Danke für die Antwort!

Jedoch funktioniert es nicht so recht , er meckert schon beim Kompilieren rum :/
Hab die Buttons jetzt eben einzeln gemacht :/

Stehe schonwieder vorm nächsten Problem , wie bekomme ich ein .gif Bild auf meinen Button ? Mit der icon Methode haperts genauso.

Gruß Das Kabel


----------



## eRaaaa (6. Jul 2010)

Wenn du immer mal deinen Code hier mit angeben würdest, könnte man dir auch genau erklären welche Fehler du machst...

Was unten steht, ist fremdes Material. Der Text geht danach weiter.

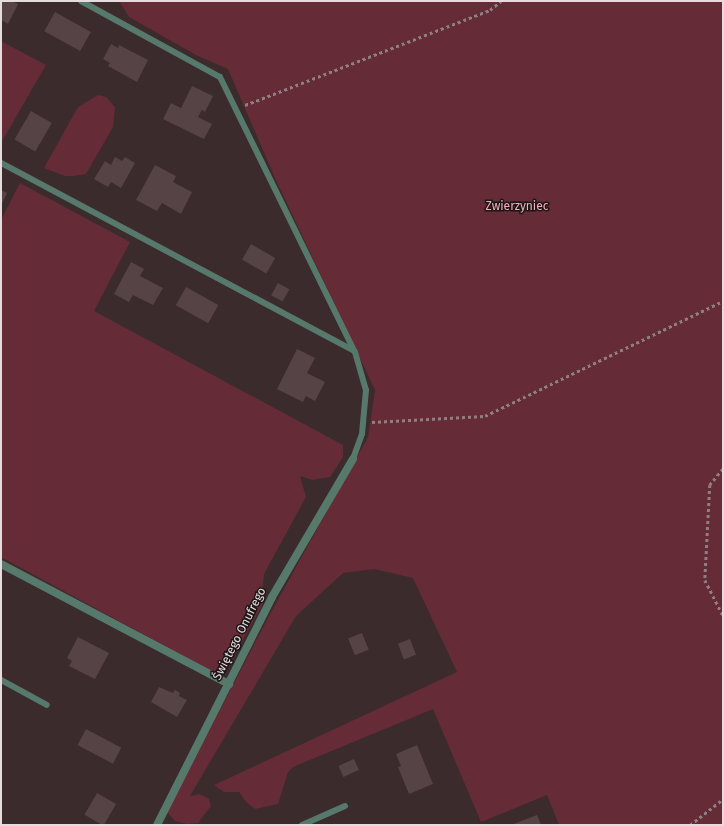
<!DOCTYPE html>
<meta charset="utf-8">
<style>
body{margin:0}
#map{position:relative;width:724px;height:826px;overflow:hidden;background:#3b2b2d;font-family:"Fira Sans",sans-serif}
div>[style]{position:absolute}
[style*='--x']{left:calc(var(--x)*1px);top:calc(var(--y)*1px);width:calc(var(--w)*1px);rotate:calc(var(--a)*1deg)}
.green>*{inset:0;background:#652b36}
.building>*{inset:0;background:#554345;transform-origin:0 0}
.path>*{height:2.5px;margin-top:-1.25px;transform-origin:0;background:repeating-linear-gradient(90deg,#8e8082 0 3px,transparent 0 6px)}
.service>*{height:6px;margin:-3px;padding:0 3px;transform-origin:3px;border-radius:3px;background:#56796c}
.minor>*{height:8px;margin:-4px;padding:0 4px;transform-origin:4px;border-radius:4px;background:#56796c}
span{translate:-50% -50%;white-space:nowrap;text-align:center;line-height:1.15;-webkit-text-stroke:3px #1d1617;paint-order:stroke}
.park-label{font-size:12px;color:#f2b1ba}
.street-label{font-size:12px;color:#e7dcdd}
.frame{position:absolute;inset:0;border:2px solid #e7dcdd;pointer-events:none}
</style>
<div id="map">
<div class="green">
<i style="clip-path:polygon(119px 1px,723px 1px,723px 825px,559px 825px,547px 795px,481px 822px,433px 709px,293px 767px,288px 772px,278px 804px,255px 809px,246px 802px,239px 792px,224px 792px,214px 785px,457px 672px,413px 578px,374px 569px,343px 573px,296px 616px,190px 796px,200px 794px,209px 799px,211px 806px,198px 823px,187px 824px,175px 821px,167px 812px,269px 616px,368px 437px,375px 390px,275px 178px,228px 69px,196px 55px,129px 17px)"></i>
<i style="clip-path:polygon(1px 41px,46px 65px,1px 143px)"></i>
<i style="clip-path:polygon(98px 95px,106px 97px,115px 107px,113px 127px,86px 174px,73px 176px,65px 176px,44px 168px,78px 107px)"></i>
<i style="clip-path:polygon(20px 183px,130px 242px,94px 311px,343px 445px,343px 457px,330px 477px,312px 480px,300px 476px,306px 497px,264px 574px,262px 596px,267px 597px,222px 677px,1px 557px,1px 220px)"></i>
</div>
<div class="building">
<i style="clip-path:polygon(1px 1px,12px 1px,18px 4px,8px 24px,1px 20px)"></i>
<i style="left:55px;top:12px;width:41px;height:22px;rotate:29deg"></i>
<i style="clip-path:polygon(111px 44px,118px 48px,119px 45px,148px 60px,137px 82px,108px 66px,110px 63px,103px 59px)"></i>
<i style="clip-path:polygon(192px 86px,213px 96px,205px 112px,202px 110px,198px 117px,212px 124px,204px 139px,163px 119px,171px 103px,181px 108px)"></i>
<i style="left:31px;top:111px;width:24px;height:33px;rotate:30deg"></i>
<i style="clip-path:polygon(115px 157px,122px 161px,125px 157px,135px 163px,121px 188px,111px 182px,108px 187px,94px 179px,105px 161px,111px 165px)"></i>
<i style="clip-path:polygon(155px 165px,176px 176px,173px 182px,192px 192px,181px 214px,162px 203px,157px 211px,136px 200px)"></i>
<i style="clip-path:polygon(1px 190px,7px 193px,1px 205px)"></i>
<i style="left:251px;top:244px;width:28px;height:18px;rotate:30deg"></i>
<i style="clip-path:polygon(131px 262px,144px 269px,140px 276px,163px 288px,153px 305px,133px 295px,129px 302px,114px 294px)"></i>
<i style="left:278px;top:283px;width:13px;height:14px;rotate:29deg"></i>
<i style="left:186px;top:287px;width:37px;height:21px;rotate:29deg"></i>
<i style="clip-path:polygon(297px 349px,315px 358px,307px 373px,325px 382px,315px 401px,306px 396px,303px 402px,277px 389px)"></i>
<i style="left:362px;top:633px;width:18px;height:15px;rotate:68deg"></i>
<i style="clip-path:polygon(78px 637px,109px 653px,95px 679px,69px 666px,72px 661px,67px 658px)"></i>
<i style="left:410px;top:639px;width:17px;height:13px;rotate:69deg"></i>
<i style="clip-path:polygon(159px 687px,173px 693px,175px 690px,180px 693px,179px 696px,187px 700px,177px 717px,151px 702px)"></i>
<i style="left:86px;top:729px;width:40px;height:18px;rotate:28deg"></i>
<i style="clip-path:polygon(417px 745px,433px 784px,409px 794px,398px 767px,401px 766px,396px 754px)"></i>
<i style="left:354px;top:759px;width:12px;height:17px;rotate:66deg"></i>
<i style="left:97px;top:793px;width:22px;height:25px;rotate:30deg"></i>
<i style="clip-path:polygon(537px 815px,541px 825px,511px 825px)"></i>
</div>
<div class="path">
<i style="--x:245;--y:105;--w:263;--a:-21.2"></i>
<i style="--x:490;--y:10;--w:14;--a:-39"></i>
<i style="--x:372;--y:422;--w:113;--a:-3"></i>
<i style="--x:485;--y:416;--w:264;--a:-25.8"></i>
<i style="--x:723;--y:469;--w:21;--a:129"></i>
<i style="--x:710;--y:485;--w:95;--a:93"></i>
<i style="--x:705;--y:580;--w:39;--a:63"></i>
<i style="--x:690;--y:825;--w:42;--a:-38.2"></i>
</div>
<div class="service">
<i style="--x:81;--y:1;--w:158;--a:28.7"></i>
<i style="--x:220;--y:77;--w:306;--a:63.9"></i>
<i style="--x:355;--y:352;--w:40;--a:74"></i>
<i style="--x:366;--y:390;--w:44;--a:95.2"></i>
<i style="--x:362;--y:434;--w:27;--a:110"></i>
<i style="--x:1;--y:163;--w:400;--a:28"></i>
<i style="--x:1;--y:680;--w:52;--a:28.5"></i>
<i style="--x:302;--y:825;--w:47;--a:-23.8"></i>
</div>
<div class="minor">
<i style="--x:1;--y:564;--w:258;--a:27.8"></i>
<i style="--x:157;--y:825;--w:255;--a:-63.2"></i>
<i style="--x:272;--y:597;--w:160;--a:-59.6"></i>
</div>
<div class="park-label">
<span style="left:517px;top:207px">Zwierzyniec</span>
</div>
<div class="street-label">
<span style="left:240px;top:634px;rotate:-63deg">Świętego Onufrego</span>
</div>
<div class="frame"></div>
</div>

Das Icon kannst du entweder im Konstruktor mit angeben oder über die Methode setIcon...was du jetzt genau falsch machst bei dir mit dem Icon kann man jetzt wohl schlecht so sagen...

Kannst auch mal hier schauen:How to Use Buttons, Check Boxes, and Radio Buttons (The Java™ Tutorials > Creating a GUI With JFC/Swing > Using Swing Components)
Da gibts ein Beispiel auch mit Bild..auch mal in den Code dort rein schauen !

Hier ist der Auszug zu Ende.